I have a suggestion for a future release. One thing I don't like in the SDLTM is that as I draw a DFD I regularly move things around, add and delete components etc. Normally I completely delete the sample DFD and start from scratch.
This leaves the ID numbers of each component disjointed and all over the board. I just noticed on a new thream model I was working on, by the time I actually generated the TM report I had IDs ranging from 26 to 289. (Ya I refactored the DFD that much).
It would be nice if we could "reindex" the IDs once the main DFD is done and "locked". In this way, we don't get this disjointed numbering. And it would let us later, as we modify the DFD to keep the OLD IDs and continue on from where we left off.
Can anyone think of a reason NOT to do it that way?
- 移動 Hengzhe Li 2011年6月21日 12:18 Forum Consolidate (From:Microsoft Security Development Lifecycle (SDL) - Threat Modeling)
Dana, I haven't worked with the SDL TM tool extensively, so perhaps this is just a dumb question that wouldn't need to be asked if I was more familiar...

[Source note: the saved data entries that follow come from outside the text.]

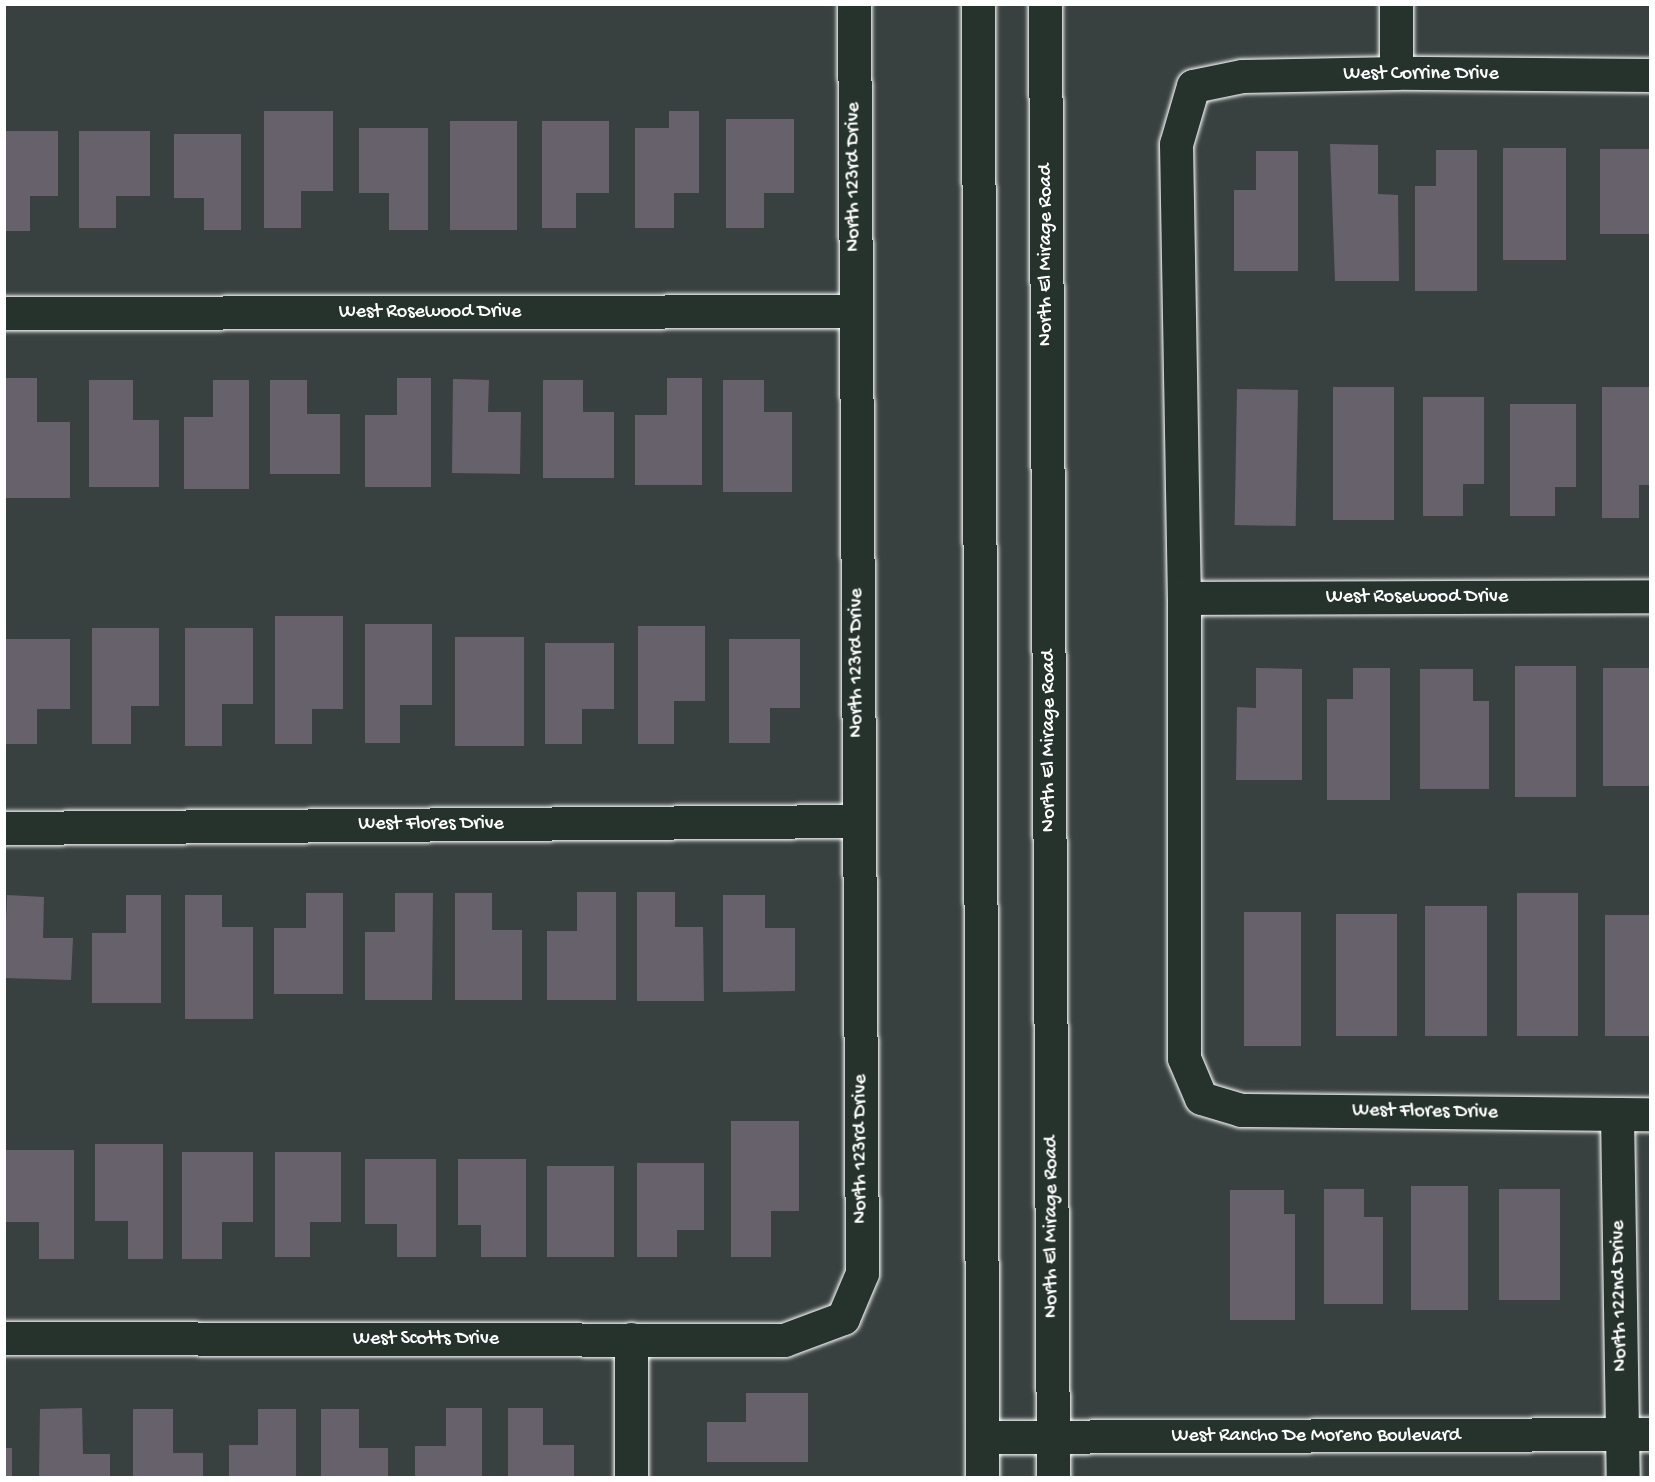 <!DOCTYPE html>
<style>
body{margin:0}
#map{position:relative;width:1655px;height:1482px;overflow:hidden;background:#394140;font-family:"Gochi Hand",sans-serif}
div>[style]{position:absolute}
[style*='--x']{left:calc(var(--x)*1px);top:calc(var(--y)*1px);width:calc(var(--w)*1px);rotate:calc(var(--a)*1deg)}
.building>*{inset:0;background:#66616b;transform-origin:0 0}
.roads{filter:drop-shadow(0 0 2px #fff) drop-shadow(0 0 2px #fff)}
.street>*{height:33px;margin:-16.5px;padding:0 16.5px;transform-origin:16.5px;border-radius:16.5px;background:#26332d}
.secondary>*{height:33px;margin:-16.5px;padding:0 16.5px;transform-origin:16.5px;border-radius:16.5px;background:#26332d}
span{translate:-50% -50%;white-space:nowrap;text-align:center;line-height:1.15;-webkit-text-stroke:5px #26332d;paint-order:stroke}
.street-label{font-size:20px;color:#fff}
.frame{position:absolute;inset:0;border:6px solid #fff;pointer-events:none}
</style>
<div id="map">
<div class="building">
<div style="clip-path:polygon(264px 111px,333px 111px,333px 191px,301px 191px,301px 228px,264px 228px)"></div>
<div style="clip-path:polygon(669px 111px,699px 111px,699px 193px,674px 193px,674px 228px,635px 228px,635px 128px,669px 128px)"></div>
<div style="clip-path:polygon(726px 119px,794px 119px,794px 193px,764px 193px,764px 228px,726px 228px)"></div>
<div style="left:450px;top:121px;width:67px;height:109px"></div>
<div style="clip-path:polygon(542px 121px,609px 121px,609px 193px,576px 193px,576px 228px,542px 228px)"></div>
<div style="clip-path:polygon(359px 128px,428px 128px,428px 230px,389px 230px,389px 193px,359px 193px)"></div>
<div style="clip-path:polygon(4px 131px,58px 131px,58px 196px,30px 196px,30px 231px,4px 231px)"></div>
<div style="clip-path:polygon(79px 131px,150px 131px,150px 196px,116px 196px,116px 228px,79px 228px)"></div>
<div style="clip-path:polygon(174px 134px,241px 134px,241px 230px,204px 230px,204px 198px,174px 198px)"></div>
<div style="clip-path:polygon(1330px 144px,1378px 145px,1378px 194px,1398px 195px,1399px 281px,1335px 281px)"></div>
<div style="left:1503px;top:148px;width:63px;height:112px"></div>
<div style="left:1650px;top:149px;width:85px;height:50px;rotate:90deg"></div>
<div style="clip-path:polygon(1436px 150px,1477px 150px,1477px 291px,1415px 291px,1415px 186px,1436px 186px)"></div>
<div style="clip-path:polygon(1256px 151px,1298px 151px,1298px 271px,1234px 271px,1234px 190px,1256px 190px)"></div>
<div style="clip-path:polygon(4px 378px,37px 378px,37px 422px,70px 422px,70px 498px,4px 498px)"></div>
<div style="clip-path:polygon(397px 378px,431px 378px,431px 487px,365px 487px,365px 415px,397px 415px)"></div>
<div style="clip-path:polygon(667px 378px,702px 378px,702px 485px,635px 485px,635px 415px,667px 415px)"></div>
<div style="clip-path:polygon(453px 379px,489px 380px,488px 412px,521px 412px,520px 474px,452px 473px)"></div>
<div style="clip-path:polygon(89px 380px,133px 380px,133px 420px,159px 420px,159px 487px,89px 487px)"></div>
<div style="clip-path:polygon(213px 380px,249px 380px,249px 489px,184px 489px,184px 417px,213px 417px)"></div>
<div style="clip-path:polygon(270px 380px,307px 380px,307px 414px,340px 414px,340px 474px,270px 474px)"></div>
<div style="clip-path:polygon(543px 380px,583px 380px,583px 412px,614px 412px,614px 478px,543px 478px)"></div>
<div style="clip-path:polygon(723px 380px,764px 380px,764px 412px,792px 412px,792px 492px,723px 492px)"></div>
<div style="left:1333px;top:387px;width:61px;height:133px"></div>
<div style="clip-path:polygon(1602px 387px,1650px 387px,1650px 485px,1639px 485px,1639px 518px,1602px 518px)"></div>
<div style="left:1237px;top:389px;width:61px;height:136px;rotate:1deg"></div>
<div style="clip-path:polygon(1423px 397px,1484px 397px,1484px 484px,1463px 484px,1463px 516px,1423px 516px)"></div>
<div style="clip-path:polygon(1510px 404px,1576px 404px,1576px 487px,1555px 487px,1555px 516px,1510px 516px)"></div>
<div style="clip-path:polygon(275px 616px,343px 616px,343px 709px,312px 709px,312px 744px,275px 744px)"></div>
<div style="clip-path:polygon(365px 624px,432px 624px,432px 705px,400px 705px,400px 743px,365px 743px)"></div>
<div style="clip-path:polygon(638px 626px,705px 626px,705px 701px,674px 701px,674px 744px,638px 744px)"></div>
<div style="clip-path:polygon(92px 628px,159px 628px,159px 706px,131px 706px,131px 744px,92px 744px)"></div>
<div style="clip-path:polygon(185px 628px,253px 628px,253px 704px,222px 704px,222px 746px,185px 746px)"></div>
<div style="left:455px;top:637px;width:69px;height:109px"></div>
<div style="clip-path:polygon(4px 639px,70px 639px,70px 709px,37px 709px,37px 744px,4px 744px)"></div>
<div style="clip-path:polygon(729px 639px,800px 639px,800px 708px,770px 708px,770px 743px,729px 743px)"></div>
<div style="clip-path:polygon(545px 643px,614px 643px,614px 709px,582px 709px,582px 744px,545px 744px)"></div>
<div style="left:1515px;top:666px;width:61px;height:131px"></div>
<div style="clip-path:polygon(1256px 668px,1302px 669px,1302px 780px,1236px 780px,1237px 707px,1256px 708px)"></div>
<div style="clip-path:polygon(1353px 668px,1390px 668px,1390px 800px,1327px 800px,1327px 699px,1353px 699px)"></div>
<div style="left:1603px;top:668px;width:47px;height:118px"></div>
<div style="clip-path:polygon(1420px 669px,1473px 669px,1473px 701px,1489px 701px,1489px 789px,1420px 789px)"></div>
<div style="clip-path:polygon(577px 892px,616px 892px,616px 1000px,547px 1000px,547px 931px,577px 931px)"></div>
<div style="clip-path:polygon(637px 892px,675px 892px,675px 927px,703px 927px,704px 1001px,637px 1001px)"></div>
<div style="clip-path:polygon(306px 893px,343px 893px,343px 994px,274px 994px,274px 928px,306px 928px)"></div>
<div style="clip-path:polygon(395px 893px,433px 893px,432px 1000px,365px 1000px,365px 932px,395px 932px)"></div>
<div style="clip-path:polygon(455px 893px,492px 893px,492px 930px,522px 930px,522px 1000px,455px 1000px)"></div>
<div style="left:1517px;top:893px;width:61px;height:143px"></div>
<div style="clip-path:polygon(7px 895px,44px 897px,43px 938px,73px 938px,71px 980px,4px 978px)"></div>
<div style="clip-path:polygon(126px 895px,161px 895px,161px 1003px,92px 1003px,92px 933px,126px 933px)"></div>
<div style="clip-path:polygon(185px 895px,222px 895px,222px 927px,253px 927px,253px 1019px,185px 1019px)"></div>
<div style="clip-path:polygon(723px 895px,765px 895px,765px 928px,795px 928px,795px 991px,723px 992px)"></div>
<div style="left:1425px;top:906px;width:62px;height:130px"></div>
<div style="left:1244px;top:912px;width:57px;height:134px"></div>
<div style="left:1336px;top:914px;width:61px;height:122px"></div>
<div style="left:1605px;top:915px;width:45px;height:121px"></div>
<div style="clip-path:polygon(731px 1121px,799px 1121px,799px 1211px,771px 1211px,771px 1257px,731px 1257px)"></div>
<div style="clip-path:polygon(95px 1144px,163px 1144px,163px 1259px,128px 1259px,128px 1221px,95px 1221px)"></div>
<div style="clip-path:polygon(6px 1150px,74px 1150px,74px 1259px,39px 1259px,39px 1222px,6px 1222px)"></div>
<div style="clip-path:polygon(182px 1152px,253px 1152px,253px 1222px,222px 1222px,222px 1259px,182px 1259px)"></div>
<div style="clip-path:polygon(275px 1152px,341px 1152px,341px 1222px,310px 1222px,310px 1257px,275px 1257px)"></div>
<div style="clip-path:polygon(365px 1159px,436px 1159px,436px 1257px,397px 1257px,397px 1224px,365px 1224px)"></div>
<div style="clip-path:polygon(458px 1159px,526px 1159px,526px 1257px,481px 1257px,481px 1225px,458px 1225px)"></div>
<div style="clip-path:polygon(637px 1163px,704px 1163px,704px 1230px,677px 1230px,677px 1257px,637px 1257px)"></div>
<div style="left:547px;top:1166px;width:67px;height:91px"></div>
<div style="left:1468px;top:1186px;width:124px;height:57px;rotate:90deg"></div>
<div style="clip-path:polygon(1324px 1189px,1364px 1189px,1364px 1217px,1383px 1217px,1383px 1304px,1324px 1304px)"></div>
<div style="left:1499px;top:1189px;width:61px;height:111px"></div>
<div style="clip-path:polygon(1230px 1190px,1284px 1190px,1284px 1214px,1295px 1214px,1295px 1320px,1230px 1320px)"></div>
<div style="clip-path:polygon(746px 1393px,808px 1393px,808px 1462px,707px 1462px,707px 1422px,746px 1422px)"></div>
<div style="clip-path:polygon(82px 1408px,83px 1454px,110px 1454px,110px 1478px,39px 1478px,40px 1409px)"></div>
<div style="clip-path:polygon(446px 1408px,482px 1408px,482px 1478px,415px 1478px,415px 1446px,446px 1446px)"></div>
<div style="clip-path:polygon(508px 1408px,543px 1408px,543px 1445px,574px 1445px,574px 1478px,508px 1478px)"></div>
<div style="clip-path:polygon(133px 1409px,173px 1409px,173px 1453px,203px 1453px,203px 1478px,133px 1478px)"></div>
<div style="clip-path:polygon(258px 1409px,296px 1409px,296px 1478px,229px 1478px,229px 1445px,258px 1445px)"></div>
<div style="clip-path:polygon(321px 1409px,359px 1409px,359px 1448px,388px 1448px,388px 1478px,321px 1478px)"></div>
<div style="left:4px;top:1448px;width:8px;height:30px"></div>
</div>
<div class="roads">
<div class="street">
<div style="--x:1396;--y:4;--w:69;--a:90"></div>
<div style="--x:1650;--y:75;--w:254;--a:-179.5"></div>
<div style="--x:1396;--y:73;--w:154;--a:178.9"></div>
<div style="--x:1242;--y:76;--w:50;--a:168.5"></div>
<div style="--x:1193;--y:86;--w:60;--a:106.3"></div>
<div style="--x:1176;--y:144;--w:454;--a:89"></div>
<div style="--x:1184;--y:598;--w:460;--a:90"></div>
<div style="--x:1184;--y:1058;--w:43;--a:67"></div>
<div style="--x:1201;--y:1098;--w:42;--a:16.7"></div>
<div style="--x:1241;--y:1110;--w:409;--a:0.6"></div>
<div style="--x:4;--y:313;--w:851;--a:-0.13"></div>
<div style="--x:1184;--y:598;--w:466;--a:-0.2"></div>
<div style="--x:4;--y:828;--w:854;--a:-0.47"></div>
<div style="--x:1617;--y:1114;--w:364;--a:89.1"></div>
<div style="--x:4;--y:1338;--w:780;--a:0.15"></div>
<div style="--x:784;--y:1340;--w:63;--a:-20.4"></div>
<div style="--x:843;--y:1318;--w:49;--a:-67.1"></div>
<div style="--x:862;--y:1273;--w:1269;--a:-90.36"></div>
<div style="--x:631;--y:1339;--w:139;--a:90"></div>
</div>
<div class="secondary">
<div style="--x:978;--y:4;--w:1474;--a:89.84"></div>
<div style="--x:1045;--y:4;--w:1474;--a:89.69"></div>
<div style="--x:982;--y:1437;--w:668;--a:-0.26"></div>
</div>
</div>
<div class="street-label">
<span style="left:1421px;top:74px">West Corrine Drive</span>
<span style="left:854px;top:177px;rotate:-90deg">North 123rd Drive</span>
<span style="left:1046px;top:255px;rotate:-90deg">North El Mirage Road</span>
<span style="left:430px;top:312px">West Rosewood Drive</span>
<span style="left:1417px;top:597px">West Rosewood Drive</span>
<span style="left:857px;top:663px;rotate:-90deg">North 123rd Drive</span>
<span style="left:1049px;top:741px;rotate:-90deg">North El Mirage Road</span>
<span style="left:431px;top:824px">West Flores Drive</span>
<span style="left:1425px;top:1112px;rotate:1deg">West Flores Drive</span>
<span style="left:861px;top:1149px;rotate:-90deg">North 123rd Drive</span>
<span style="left:1052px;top:1227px;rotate:-90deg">North El Mirage Road</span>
<span style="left:1620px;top:1296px;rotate:-91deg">North 122nd Drive</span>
<span style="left:426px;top:1339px">West Scotts Drive</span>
<span style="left:1316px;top:1436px">West Rancho De Moreno Boulevard</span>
</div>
<div class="frame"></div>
</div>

Why are the ID #s so important, that you'd want to reindex them in the first place? Aren't they just a minor index value that are meant to create a unique reference for each element/object (much like SharePoint has an ID field that auto-increments, but which doesn't collapse down again if individual items are deleted)?
Or are these ID #s so visible that they become a primary reference point when visually scanning the DFDs, and they're more distracting than helpful when they're so prominently displayed?
If it is something like the latter, wouldn't it be nearly as viable an alternative to make the number font smaller, or to hide these values entirely from the visual front-end?
When you produce the Threat Model document report, each item is clearly defined with the ID as a primary piece of information. Whenever I read through one, in the back of my head I ask myself "why aren't these in sequence... did something get deleted?". You would never know the way it indexes it. More importantly, I think its a usability thing. No one wants to open a threat model and see an item ID of 200 when there is really only 10 items in the DFD. People new to the tool might be overwhelmed if they really think there are 200 items.
If it was properly indexed, I don't believe this sort of confusion would exist.